§ **Exercise details**: Each record below should be written out again exactly.

Saved entries

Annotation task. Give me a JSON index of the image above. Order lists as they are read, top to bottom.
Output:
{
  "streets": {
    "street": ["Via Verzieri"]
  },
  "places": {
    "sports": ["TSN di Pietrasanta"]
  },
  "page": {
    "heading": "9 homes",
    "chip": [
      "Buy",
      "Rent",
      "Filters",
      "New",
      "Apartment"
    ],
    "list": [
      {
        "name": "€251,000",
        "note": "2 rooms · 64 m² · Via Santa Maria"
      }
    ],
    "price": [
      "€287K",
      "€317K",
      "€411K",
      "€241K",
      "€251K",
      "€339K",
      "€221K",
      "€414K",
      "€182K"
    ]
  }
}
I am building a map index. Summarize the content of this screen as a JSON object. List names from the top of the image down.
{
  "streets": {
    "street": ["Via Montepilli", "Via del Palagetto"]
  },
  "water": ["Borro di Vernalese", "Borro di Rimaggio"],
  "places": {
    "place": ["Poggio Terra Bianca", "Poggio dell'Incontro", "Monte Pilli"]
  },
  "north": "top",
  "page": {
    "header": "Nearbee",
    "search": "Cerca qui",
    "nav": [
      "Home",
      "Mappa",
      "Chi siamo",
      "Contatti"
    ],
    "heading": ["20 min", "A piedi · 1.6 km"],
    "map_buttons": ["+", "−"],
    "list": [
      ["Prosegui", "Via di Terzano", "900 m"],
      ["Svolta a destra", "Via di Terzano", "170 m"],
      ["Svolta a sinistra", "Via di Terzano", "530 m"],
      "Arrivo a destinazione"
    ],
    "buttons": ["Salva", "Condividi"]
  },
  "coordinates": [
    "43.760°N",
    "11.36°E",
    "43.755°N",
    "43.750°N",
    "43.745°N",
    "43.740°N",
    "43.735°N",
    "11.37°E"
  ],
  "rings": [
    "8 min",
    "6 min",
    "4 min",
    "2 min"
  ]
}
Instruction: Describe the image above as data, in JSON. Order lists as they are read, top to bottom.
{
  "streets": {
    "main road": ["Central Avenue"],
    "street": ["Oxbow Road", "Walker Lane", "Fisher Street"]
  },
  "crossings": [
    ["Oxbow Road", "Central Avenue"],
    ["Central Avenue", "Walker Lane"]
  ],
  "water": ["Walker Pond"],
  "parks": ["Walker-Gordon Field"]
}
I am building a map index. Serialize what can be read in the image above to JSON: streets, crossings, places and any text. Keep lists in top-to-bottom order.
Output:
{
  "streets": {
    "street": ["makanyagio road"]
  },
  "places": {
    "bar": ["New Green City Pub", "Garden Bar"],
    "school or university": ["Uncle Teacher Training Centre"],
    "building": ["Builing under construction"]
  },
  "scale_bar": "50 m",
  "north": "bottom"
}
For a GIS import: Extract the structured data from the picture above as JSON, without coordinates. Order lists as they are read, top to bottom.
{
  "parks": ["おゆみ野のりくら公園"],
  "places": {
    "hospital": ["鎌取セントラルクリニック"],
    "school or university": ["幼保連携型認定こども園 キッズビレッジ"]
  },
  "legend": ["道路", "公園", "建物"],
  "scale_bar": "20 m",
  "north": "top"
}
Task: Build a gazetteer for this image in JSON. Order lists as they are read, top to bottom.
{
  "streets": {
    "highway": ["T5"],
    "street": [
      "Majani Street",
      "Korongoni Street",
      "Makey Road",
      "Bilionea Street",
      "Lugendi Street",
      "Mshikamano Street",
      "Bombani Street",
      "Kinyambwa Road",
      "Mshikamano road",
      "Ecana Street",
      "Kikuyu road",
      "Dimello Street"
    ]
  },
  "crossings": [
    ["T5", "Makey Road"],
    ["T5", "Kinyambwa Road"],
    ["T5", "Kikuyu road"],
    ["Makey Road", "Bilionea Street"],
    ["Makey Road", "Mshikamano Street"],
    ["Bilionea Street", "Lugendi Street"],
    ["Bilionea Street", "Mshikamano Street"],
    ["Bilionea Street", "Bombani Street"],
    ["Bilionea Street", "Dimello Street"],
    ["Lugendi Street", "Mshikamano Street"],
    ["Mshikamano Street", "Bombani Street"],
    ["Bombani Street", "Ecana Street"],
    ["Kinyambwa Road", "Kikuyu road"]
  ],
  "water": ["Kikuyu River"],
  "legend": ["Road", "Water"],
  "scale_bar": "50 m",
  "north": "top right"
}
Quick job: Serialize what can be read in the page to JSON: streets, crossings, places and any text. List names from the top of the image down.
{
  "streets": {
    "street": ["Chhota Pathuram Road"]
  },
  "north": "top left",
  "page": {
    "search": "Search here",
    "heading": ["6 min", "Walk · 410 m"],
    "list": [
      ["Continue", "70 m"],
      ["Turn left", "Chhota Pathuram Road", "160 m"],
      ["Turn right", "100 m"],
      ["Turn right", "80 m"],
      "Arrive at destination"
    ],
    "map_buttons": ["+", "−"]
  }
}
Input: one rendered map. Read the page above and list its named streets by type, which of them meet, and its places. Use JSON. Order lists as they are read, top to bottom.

§ **Exercise output**:
Annotation task. Give me a JSON index of the image above. Order lists as they are read, top to bottom.
Output:
{
  "streets": {
    "street": ["Via Verzieri"]
  },
  "places": {
    "sports": ["TSN di Pietrasanta"]
  },
  "page": {
    "heading": "9 homes",
    "chip": [
      "Buy",
      "Rent",
      "Filters",
      "New",
      "Apartment"
    ],
    "list": [
      {
        "name": "€251,000",
        "note": "2 rooms · 64 m² · Via Santa Maria"
      }
    ],
    "price": [
      "€287K",
      "€317K",
      "€411K",
      "€241K",
      "€251K",
      "€339K",
      "€221K",
      "€414K",
      "€182K"
    ]
  }
}
I am building a map index. Summarize the content of this screen as a JSON object. List names from the top of the image down.
{
  "streets": {
    "street": ["Via Montepilli", "Via del Palagetto"]
  },
  "water": ["Borro di Vernalese", "Borro di Rimaggio"],
  "places": {
    "place": ["Poggio Terra Bianca", "Poggio dell'Incontro", "Monte Pilli"]
  },
  "north": "top",
  "page": {
    "header": "Nearbee",
    "search": "Cerca qui",
    "nav": [
      "Home",
      "Mappa",
      "Chi siamo",
      "Contatti"
    ],
    "heading": ["20 min", "A piedi · 1.6 km"],
    "map_buttons": ["+", "−"],
    "list": [
      ["Prosegui", "Via di Terzano", "900 m"],
      ["Svolta a destra", "Via di Terzano", "170 m"],
      ["Svolta a sinistra", "Via di Terzano", "530 m"],
      "Arrivo a destinazione"
    ],
    "buttons": ["Salva", "Condividi"]
  },
  "coordinates": [
    "43.760°N",
    "11.36°E",
    "43.755°N",
    "43.750°N",
    "43.745°N",
    "43.740°N",
    "43.735°N",
    "11.37°E"
  ],
  "rings": [
    "8 min",
    "6 min",
    "4 min",
    "2 min"
  ]
}
Instruction: Describe the image above as data, in JSON. Order lists as they are read, top to bottom.
{
  "streets": {
    "main road": ["Central Avenue"],
    "street": ["Oxbow Road", "Walker Lane", "Fisher Street"]
  },
  "crossings": [
    ["Oxbow Road", "Central Avenue"],
    ["Central Avenue", "Walker Lane"]
  ],
  "water": ["Walker Pond"],
  "parks": ["Walker-Gordon Field"]
}
I am building a map index. Serialize what can be read in the image above to JSON: streets, crossings, places and any text. Keep lists in top-to-bottom order.
Output:
{
  "streets": {
    "street": ["makanyagio road"]
  },
  "places": {
    "bar": ["New Green City Pub", "Garden Bar"],
    "school or university": ["Uncle Teacher Training Centre"],
    "building": ["Builing under construction"]
  },
  "scale_bar": "50 m",
  "north": "bottom"
}
For a GIS import: Extract the structured data from the picture above as JSON, without coordinates. Order lists as they are read, top to bottom.
{
  "parks": ["おゆみ野のりくら公園"],
  "places": {
    "hospital": ["鎌取セントラルクリニック"],
    "school or university": ["幼保連携型認定こども園 キッズビレッジ"]
  },
  "legend": ["道路", "公園", "建物"],
  "scale_bar": "20 m",
  "north": "top"
}
Task: Build a gazetteer for this image in JSON. Order lists as they are read, top to bottom.
{
  "streets": {
    "highway": ["T5"],
    "street": [
      "Majani Street",
      "Korongoni Street",
      "Makey Road",
      "Bilionea Street",
      "Lugendi Street",
      "Mshikamano Street",
      "Bombani Street",
      "Kinyambwa Road",
      "Mshikamano road",
      "Ecana Street",
      "Kikuyu road",
      "Dimello Street"
    ]
  },
  "crossings": [
    ["T5", "Makey Road"],
    ["T5", "Kinyambwa Road"],
    ["T5", "Kikuyu road"],
    ["Makey Road", "Bilionea Street"],
    ["Makey Road", "Mshikamano Street"],
    ["Bilionea Street", "Lugendi Street"],
    ["Bilionea Street", "Mshikamano Street"],
    ["Bilionea Street", "Bombani Street"],
    ["Bilionea Street", "Dimello Street"],
    ["Lugendi Street", "Mshikamano Street"],
    ["Mshikamano Street", "Bombani Street"],
    ["Bombani Street", "Ecana Street"],
    ["Kinyambwa Road", "Kikuyu road"]
  ],
  "water": ["Kikuyu River"],
  "legend": ["Road", "Water"],
  "scale_bar": "50 m",
  "north": "top right"
}
Quick job: Serialize what can be read in the page to JSON: streets, crossings, places and any text. List names from the top of the image down.
{
  "streets": {
    "street": ["Chhota Pathuram Road"]
  },
  "north": "top left",
  "page": {
    "search": "Search here",
    "heading": ["6 min", "Walk · 410 m"],
    "list": [
      ["Continue", "70 m"],
      ["Turn left", "Chhota Pathuram Road", "160 m"],
      ["Turn right", "100 m"],
      ["Turn right", "80 m"],
      "Arrive at destination"
    ],
    "map_buttons": ["+", "−"]
  }
}
Input: one rendered map. Read the page above and list its named streets by type, which of them meet, and its places. Use JSON. Order lists as they are read, top to bottom.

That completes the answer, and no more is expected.